• [REQUIRED ACTION]:
Repeat every entry word for word. Images do not belong in the copy.
______
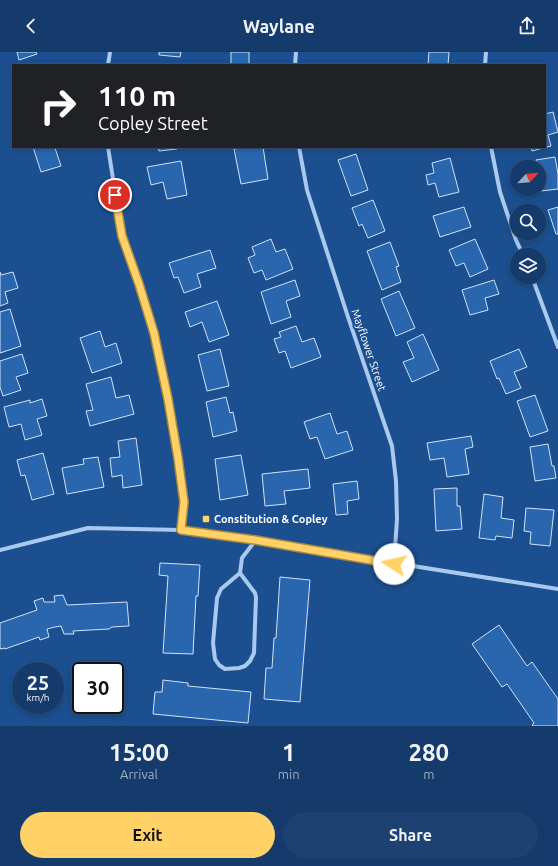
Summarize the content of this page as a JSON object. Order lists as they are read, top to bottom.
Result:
{
  "streets": {
    "street": ["Mayflower Street"]
  },
  "places": {
    "transit": ["Constitution & Copley"]
  },
  "north": "top right",
  "page": {
    "header": "Waylane",
    "turn": ["110 m", "Copley Street"],
    "speed": "25 km/h",
    "limit": "30",
    "eta": [
      "15:00",
      "Arrival",
      "1",
      "min",
      "280",
      "m"
    ],
    "buttons": ["Exit", "Share"]
  }
}
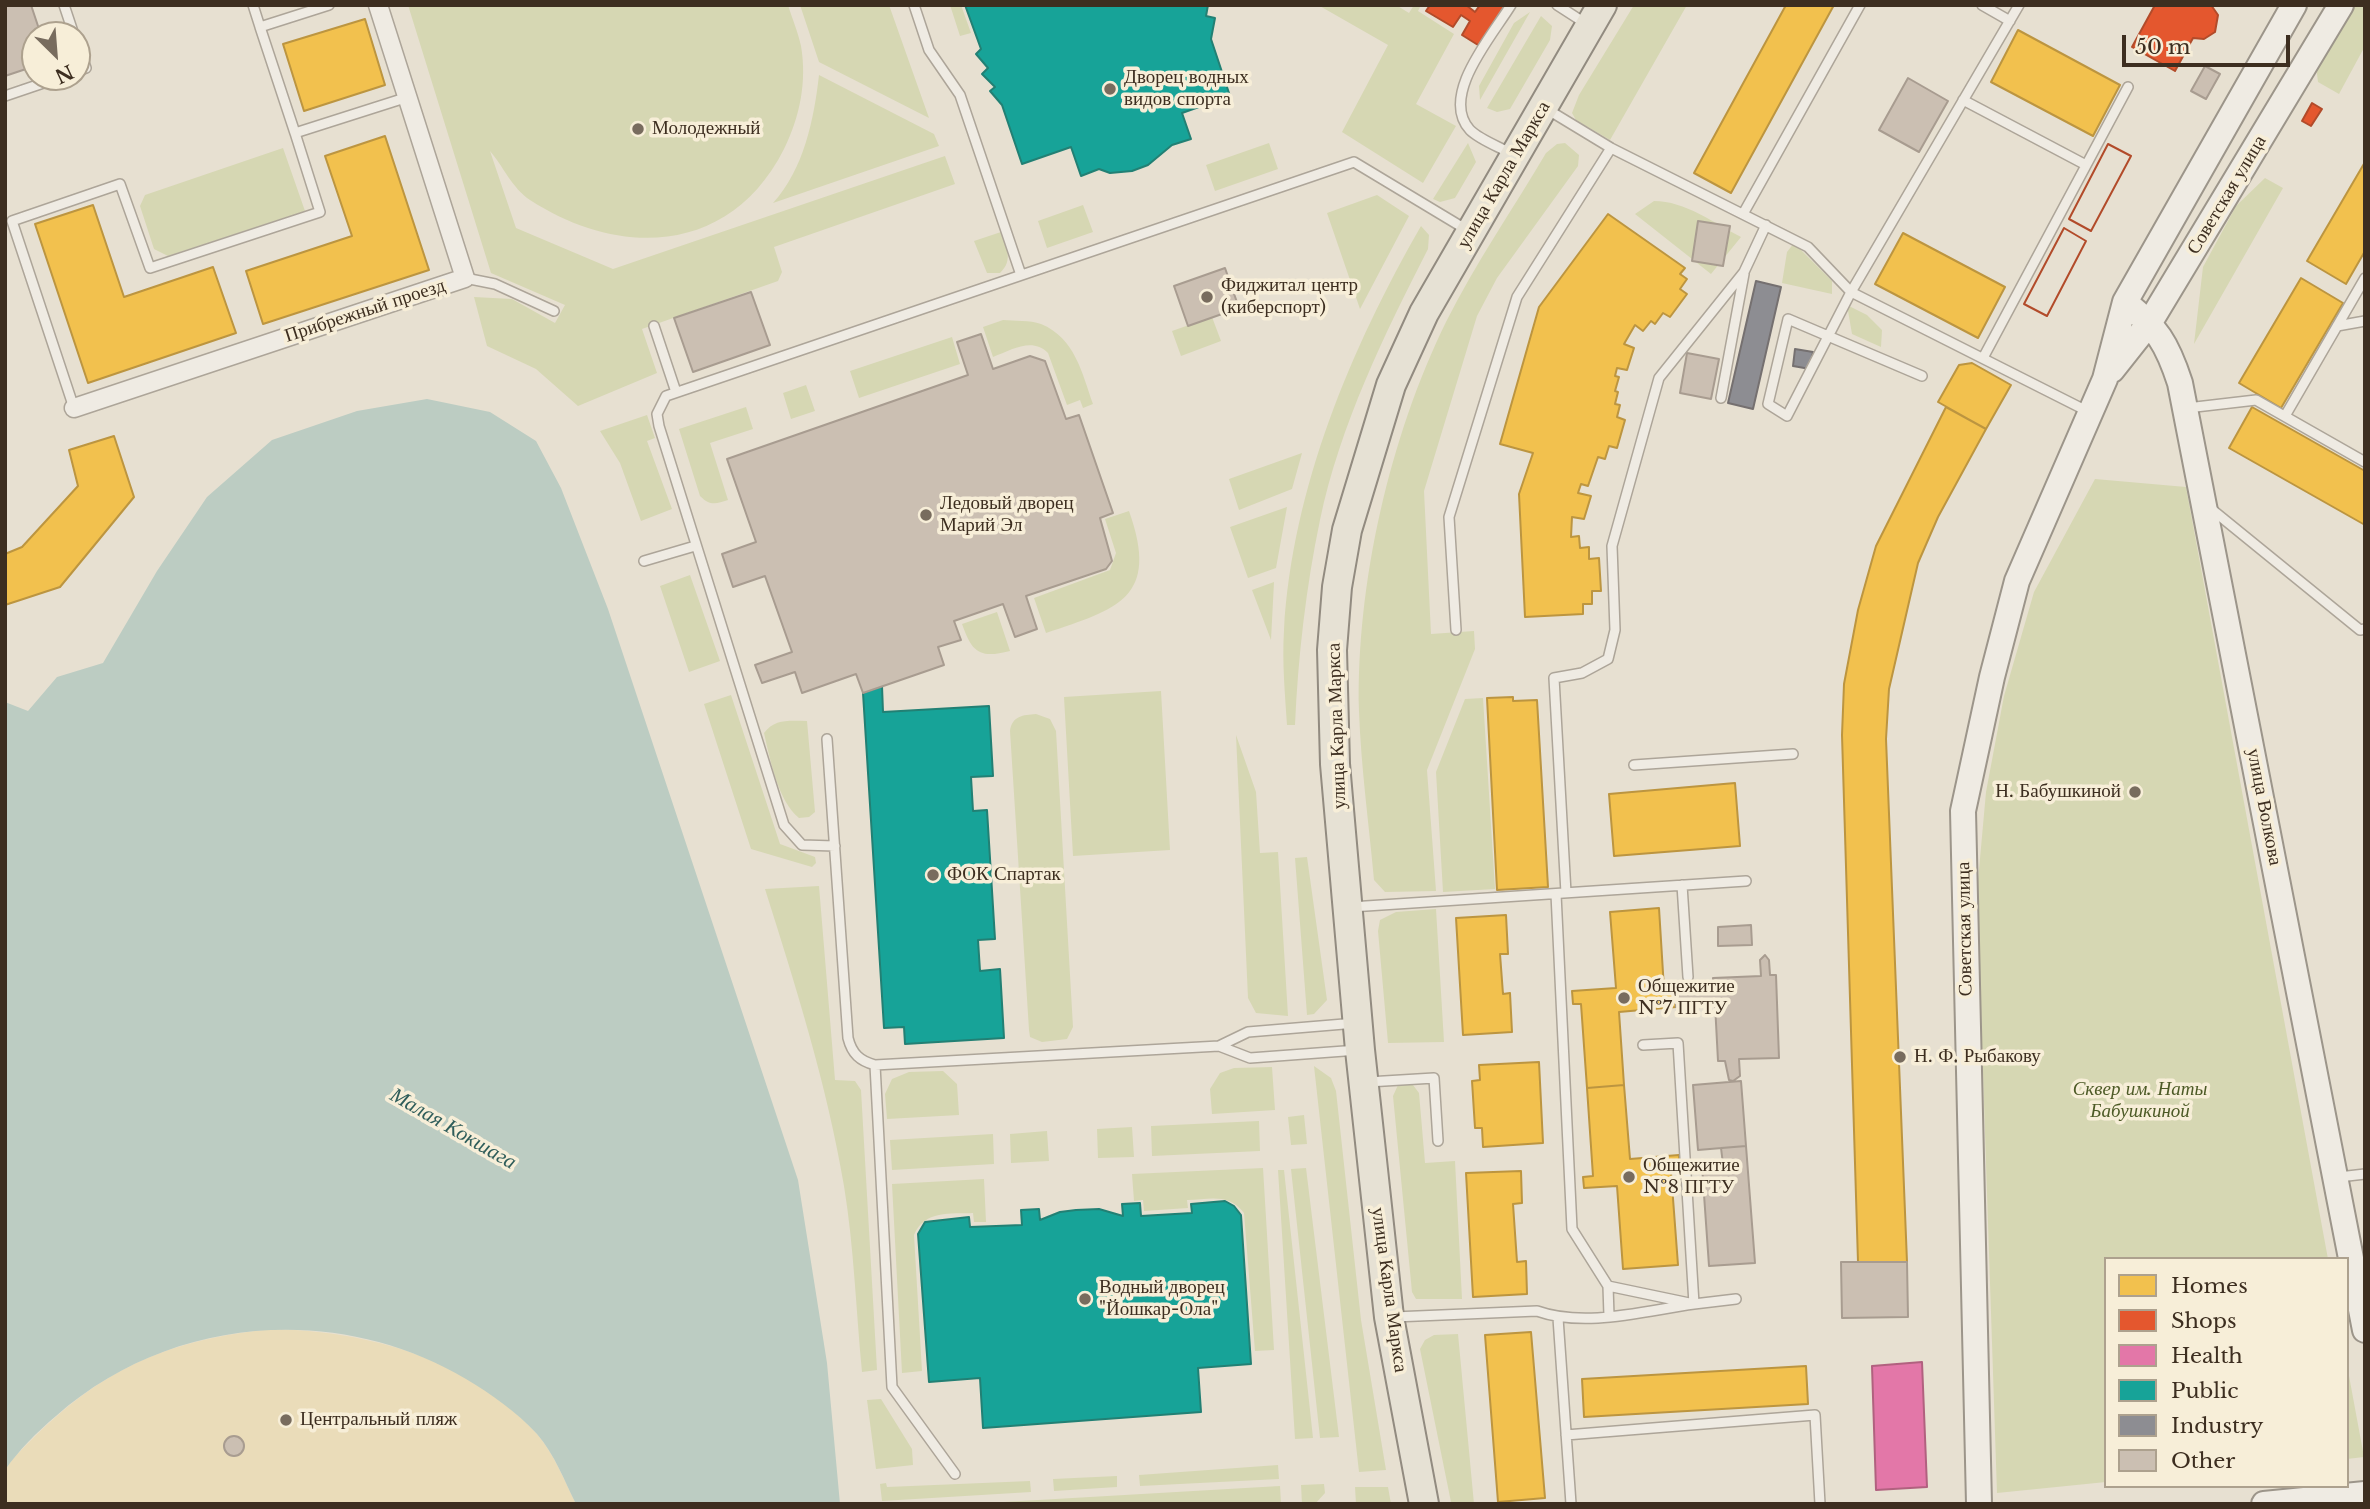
______
• [PROBLEM SOLUTION]:
Summarize the content of this page as a JSON object. Order lists as they are read, top to bottom.
Result:
{
  "streets": {
    "street": ["Mayflower Street"]
  },
  "places": {
    "transit": ["Constitution & Copley"]
  },
  "north": "top right",
  "page": {
    "header": "Waylane",
    "turn": ["110 m", "Copley Street"],
    "speed": "25 km/h",
    "limit": "30",
    "eta": [
      "15:00",
      "Arrival",
      "1",
      "min",
      "280",
      "m"
    ],
    "buttons": ["Exit", "Share"]
  }
}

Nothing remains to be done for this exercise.